RECORDING OF THE MONTH
Franco ALFANO (1875-1954)
Violin Sonata in D (1923) [31:31]
Piano Quintet in A flat major (1945) [27:58]
Nenia and Scherzino for violin and piano (arr. Enrico Pierangeli) (1936) [4:24+2:23]
Elmira Darvarova (violin), Scott Dunn (piano), Mary Ann Mumm (violin), Craig Mumm (viola), Samuel Magill (cello)
rec. Edith Memorial Chapel, The Lawrenceville School, Lawrenceville, NJ, 22-23 February 2011. DDD
NAXOS 8.572753 [66:16]
For a while it seemed that Alfano was to be remembered simply as the composer who completed Puccini's Turandot. That's no bad thing. At least it kept his name somewhere near public awareness and intermittent curiosity. Others have suffered far worse. He also benefited because his operas, written during the verismo ascendancy, received wide-spaced occasional revivals and then recordings. Beyond his dozen operas there are four ballets, a Hymn to Bolivar (premiered in Caracas in December 1930 to mark the Bolivar centenary), a Suite Romantica for orchestra, Three Tagore Songs for voice and chamber orchestra, a Divertimento for piano and chamber orchestra and three string quartets, a cello sonata and a violin sonata. There are two ambitious symphonies and a third dating from 1934 for 32 instruments.
His concert works have emerged only slowly from the long and suffocating shadow cast by Respighi and have done so alongside those of Casella, Ghedini and Pizzetti. His Cello Sonata and Triple Concerto can be heard on Naxos 8.570928. His first two symphonies are on CPO 777 080. There is also a CD of his opera Cyrano de Bergerac on CPO and a DVD/Blu-ray on Naxos 2.110270 or Blu-ray NBD0005.

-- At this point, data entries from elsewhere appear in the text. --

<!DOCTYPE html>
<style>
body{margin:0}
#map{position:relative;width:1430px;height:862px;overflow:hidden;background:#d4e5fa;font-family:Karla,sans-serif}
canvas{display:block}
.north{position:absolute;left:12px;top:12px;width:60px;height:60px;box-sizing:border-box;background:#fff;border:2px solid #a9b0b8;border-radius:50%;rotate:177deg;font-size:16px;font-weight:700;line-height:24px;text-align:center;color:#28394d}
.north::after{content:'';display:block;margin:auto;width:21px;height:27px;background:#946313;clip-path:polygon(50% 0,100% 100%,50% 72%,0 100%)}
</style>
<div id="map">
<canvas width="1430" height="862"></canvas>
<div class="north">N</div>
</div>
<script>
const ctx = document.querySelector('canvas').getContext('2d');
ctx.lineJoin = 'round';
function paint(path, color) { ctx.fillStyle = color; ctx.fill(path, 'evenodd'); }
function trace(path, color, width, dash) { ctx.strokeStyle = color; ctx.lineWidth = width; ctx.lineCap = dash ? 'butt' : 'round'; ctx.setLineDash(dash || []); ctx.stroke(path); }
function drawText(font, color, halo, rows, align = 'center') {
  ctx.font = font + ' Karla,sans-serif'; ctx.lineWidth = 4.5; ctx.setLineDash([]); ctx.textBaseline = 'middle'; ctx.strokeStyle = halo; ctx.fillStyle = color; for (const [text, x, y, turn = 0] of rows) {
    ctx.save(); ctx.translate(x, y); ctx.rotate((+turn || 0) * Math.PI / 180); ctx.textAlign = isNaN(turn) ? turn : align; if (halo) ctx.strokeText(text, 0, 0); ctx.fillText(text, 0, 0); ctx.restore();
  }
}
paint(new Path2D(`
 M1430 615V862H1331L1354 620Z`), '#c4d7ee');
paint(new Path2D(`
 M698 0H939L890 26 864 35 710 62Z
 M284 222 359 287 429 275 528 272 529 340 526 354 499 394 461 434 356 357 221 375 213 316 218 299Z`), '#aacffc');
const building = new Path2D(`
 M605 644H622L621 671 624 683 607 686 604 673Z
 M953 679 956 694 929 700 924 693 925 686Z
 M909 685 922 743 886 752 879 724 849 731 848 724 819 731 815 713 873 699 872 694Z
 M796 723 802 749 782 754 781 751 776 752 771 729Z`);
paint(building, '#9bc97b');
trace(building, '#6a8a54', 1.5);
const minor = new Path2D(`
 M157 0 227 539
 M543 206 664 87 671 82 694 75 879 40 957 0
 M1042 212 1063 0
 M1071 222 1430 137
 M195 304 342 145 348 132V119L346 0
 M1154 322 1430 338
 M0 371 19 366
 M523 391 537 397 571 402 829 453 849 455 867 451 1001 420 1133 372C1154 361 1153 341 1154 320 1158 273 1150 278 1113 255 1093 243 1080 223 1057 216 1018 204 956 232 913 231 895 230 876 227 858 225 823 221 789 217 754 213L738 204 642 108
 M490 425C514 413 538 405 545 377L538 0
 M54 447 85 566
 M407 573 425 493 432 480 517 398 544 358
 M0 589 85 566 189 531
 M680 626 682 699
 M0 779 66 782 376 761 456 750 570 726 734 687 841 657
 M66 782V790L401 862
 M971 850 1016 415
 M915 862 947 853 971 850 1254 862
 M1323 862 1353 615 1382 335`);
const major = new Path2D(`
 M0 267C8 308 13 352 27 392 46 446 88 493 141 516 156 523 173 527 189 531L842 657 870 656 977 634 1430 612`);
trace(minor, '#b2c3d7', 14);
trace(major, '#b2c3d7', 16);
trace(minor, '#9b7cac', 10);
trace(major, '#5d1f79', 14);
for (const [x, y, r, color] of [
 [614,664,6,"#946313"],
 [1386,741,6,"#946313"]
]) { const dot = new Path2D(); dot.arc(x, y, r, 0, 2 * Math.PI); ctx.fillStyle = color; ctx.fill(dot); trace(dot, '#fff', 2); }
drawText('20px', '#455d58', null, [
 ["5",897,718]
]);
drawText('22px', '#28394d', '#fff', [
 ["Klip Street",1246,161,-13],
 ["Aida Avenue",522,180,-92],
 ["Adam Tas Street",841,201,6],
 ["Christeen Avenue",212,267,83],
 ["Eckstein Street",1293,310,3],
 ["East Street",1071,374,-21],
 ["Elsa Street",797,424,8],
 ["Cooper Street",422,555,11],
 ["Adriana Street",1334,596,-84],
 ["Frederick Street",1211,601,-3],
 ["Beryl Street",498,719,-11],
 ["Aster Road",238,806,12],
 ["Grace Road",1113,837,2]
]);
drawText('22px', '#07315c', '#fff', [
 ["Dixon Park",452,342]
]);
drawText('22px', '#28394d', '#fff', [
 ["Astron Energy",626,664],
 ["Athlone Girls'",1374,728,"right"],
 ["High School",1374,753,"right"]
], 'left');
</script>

Here the 1923 original version of the Violin Sonata is caught in full passionate radiance. The music sings and sings and sings. If you enjoy the Delius sonatas and the Walton violin concerto then seek this out without delay. The ideas are intrinsically good and the flow and dramatic schema make an ineluctable case. The music speaks without a tremor with its face looking into the light. The Piano Quintet was his last chamber work. It continues the style of the Sonata with exultantly cantabile magnificently weighted and paced. One might well think while hearing this glorious work of the romantic chamber music of Chausson, early Fauré, Joseph Marx and Korngold. The performance feels utterly committed - no half measures.
The CD ends with a bipartite piece also in a world premiere recording. There's the elfin delight of the chuckling and light-suffused Nenia contrasted with the skippingly pregnant tension and sweetly liquid triumphal progress of the Scherzino.
Dr Konrad Dryden is to be congratulated on his outstanding liner-note. He clearly knows his subject having written the monograph Franco Alfano - Transcending Turandot. Now that Alfano monograph I would like to read. The composer's life would make a fine television documentary and Dryden would be key to such a project. More to the point, he avoids the often futile attempts to describe works in words. Instead he delivers an attentive, well-structured and detailed account of the music and its context. For now though let's hope for more of the concert music.Rob Barnett
This is late-romantic music that sings with it face looking into radiance.